Khasi and Wôpanâak
From LING073
Revision as of 01:42, 19 April 2017 by Jmalin1 (talk | contribs) (→Improvements to Wôpanâak Transducer)
Resources for machine translation between Khasi and Wôpanâak
Final Evaluation
Improvements to Wôpanâak Transducer
- Updates to lexc
- Removed {u} from first- and second- person suffixes, causing words such as "nutunantam" to analyze correctly. Additionally, {u} was added to third-person suffixes, allowing words like "nupuwak" to analyze correctly.
- Fixed an overgeneration issue with intransitive verbs.

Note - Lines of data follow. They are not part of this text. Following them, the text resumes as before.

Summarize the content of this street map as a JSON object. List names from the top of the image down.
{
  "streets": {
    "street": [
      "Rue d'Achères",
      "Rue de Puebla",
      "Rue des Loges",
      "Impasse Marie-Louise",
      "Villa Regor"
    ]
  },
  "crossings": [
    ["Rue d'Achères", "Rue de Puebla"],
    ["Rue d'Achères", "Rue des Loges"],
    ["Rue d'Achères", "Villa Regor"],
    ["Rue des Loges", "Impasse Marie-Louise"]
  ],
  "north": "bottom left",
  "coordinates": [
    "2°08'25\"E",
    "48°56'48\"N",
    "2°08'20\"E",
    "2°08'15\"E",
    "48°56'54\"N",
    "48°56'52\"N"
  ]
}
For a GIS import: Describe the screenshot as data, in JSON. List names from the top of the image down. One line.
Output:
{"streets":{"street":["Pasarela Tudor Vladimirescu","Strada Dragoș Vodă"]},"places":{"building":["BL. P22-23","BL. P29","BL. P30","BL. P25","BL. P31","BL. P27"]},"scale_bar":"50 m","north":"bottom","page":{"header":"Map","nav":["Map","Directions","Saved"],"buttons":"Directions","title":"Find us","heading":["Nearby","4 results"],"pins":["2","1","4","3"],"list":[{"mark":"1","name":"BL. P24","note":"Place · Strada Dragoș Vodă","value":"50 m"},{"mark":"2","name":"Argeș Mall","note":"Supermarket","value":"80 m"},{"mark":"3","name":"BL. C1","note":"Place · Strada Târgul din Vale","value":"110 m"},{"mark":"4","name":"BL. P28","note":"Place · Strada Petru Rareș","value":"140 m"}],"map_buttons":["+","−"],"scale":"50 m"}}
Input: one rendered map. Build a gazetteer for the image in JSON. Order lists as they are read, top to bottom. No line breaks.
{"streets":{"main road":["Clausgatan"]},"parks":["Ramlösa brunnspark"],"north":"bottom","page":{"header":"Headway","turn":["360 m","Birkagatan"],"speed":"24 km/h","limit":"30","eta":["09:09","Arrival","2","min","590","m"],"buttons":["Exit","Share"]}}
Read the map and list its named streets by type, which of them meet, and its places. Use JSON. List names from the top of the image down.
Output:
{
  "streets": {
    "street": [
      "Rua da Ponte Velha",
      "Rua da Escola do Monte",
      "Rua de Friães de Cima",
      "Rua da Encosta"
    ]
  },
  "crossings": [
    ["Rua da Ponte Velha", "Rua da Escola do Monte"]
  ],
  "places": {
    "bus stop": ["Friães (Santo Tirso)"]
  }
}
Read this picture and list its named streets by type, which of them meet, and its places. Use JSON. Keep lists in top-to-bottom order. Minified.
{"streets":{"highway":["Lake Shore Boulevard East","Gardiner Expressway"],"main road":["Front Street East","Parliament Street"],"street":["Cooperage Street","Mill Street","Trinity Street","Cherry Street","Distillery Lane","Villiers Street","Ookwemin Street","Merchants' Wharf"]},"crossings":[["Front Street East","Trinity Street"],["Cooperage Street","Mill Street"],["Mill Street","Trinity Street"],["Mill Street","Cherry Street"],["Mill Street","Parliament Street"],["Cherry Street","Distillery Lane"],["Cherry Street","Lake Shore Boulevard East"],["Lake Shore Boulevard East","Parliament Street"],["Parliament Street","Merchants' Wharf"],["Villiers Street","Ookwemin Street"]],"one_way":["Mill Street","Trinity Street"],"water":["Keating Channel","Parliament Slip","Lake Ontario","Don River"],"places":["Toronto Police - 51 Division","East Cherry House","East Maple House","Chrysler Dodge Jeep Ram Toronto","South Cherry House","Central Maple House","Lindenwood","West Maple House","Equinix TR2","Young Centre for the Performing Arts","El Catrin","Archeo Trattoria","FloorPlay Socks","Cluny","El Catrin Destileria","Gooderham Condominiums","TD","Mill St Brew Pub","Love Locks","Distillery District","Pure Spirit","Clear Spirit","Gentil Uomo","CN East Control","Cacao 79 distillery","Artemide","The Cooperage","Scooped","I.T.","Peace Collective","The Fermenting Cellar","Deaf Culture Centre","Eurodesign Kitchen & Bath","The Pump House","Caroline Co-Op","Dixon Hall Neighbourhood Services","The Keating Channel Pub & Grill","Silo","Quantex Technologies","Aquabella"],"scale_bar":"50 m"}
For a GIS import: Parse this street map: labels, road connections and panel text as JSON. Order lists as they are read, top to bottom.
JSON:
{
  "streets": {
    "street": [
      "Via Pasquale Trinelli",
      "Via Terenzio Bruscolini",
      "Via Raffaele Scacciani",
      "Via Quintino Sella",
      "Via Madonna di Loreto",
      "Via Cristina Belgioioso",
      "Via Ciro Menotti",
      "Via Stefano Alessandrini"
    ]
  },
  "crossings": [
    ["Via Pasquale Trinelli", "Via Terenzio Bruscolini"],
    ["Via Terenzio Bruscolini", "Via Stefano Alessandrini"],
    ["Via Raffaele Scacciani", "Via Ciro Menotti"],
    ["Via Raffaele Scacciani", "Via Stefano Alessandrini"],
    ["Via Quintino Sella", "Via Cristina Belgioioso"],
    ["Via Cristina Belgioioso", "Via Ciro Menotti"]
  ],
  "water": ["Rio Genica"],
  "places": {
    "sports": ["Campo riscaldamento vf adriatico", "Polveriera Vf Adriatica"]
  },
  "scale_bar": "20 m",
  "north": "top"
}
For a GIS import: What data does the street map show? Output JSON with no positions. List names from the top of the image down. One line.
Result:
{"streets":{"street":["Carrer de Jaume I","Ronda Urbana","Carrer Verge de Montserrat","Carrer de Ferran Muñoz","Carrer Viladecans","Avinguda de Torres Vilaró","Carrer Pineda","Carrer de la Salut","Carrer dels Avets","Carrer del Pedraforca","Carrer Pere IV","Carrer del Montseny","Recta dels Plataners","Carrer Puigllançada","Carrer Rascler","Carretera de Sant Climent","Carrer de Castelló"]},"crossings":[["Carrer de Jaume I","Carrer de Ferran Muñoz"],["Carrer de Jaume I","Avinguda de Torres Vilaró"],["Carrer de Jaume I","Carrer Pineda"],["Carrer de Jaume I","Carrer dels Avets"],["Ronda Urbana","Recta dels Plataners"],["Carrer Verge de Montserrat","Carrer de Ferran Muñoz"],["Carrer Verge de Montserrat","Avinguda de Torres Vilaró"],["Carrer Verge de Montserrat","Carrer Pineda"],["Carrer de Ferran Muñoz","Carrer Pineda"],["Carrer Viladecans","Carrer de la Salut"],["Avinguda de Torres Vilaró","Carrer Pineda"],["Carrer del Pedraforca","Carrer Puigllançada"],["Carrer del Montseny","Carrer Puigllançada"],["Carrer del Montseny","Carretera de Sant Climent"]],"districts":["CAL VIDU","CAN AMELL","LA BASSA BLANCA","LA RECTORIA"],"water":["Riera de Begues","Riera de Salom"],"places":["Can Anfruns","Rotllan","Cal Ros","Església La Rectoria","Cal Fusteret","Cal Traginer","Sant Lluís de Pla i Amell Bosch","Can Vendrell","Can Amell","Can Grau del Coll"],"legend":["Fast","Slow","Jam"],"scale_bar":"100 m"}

Inanimate intransitive verbs can no longer receive first or second person morphology
- Reworked transitive verbs with inanimate objects, splitting the inflection lexicon into two, one for absolute forms and one for objective forms
- Added the "TI2" paradigm of verb stems to the transducer by sending them to a different lexicon before inflection. This has allowed the analyzer to handle words such as "ahtaw" ("have/own")
- Added the verbalizing suffix -w to the noun pathway, allowing nouns with it to analyze as verbs (e.g. "sôtyumâw" - "he/she is sachem")
- Added a number of words which should have been receiving the -m possession suffix to the correct category. Also updated the -m suffix to change to -um when following a consonant. This is hopefully correct, as it is consistent with phonology elsewhere in the language, but may require a further update as it is largely conjecture on my part.
- Updates to twol
- Updated rules for deletion of {m} and {w} to work after vowel archiphonemes as well as vowels.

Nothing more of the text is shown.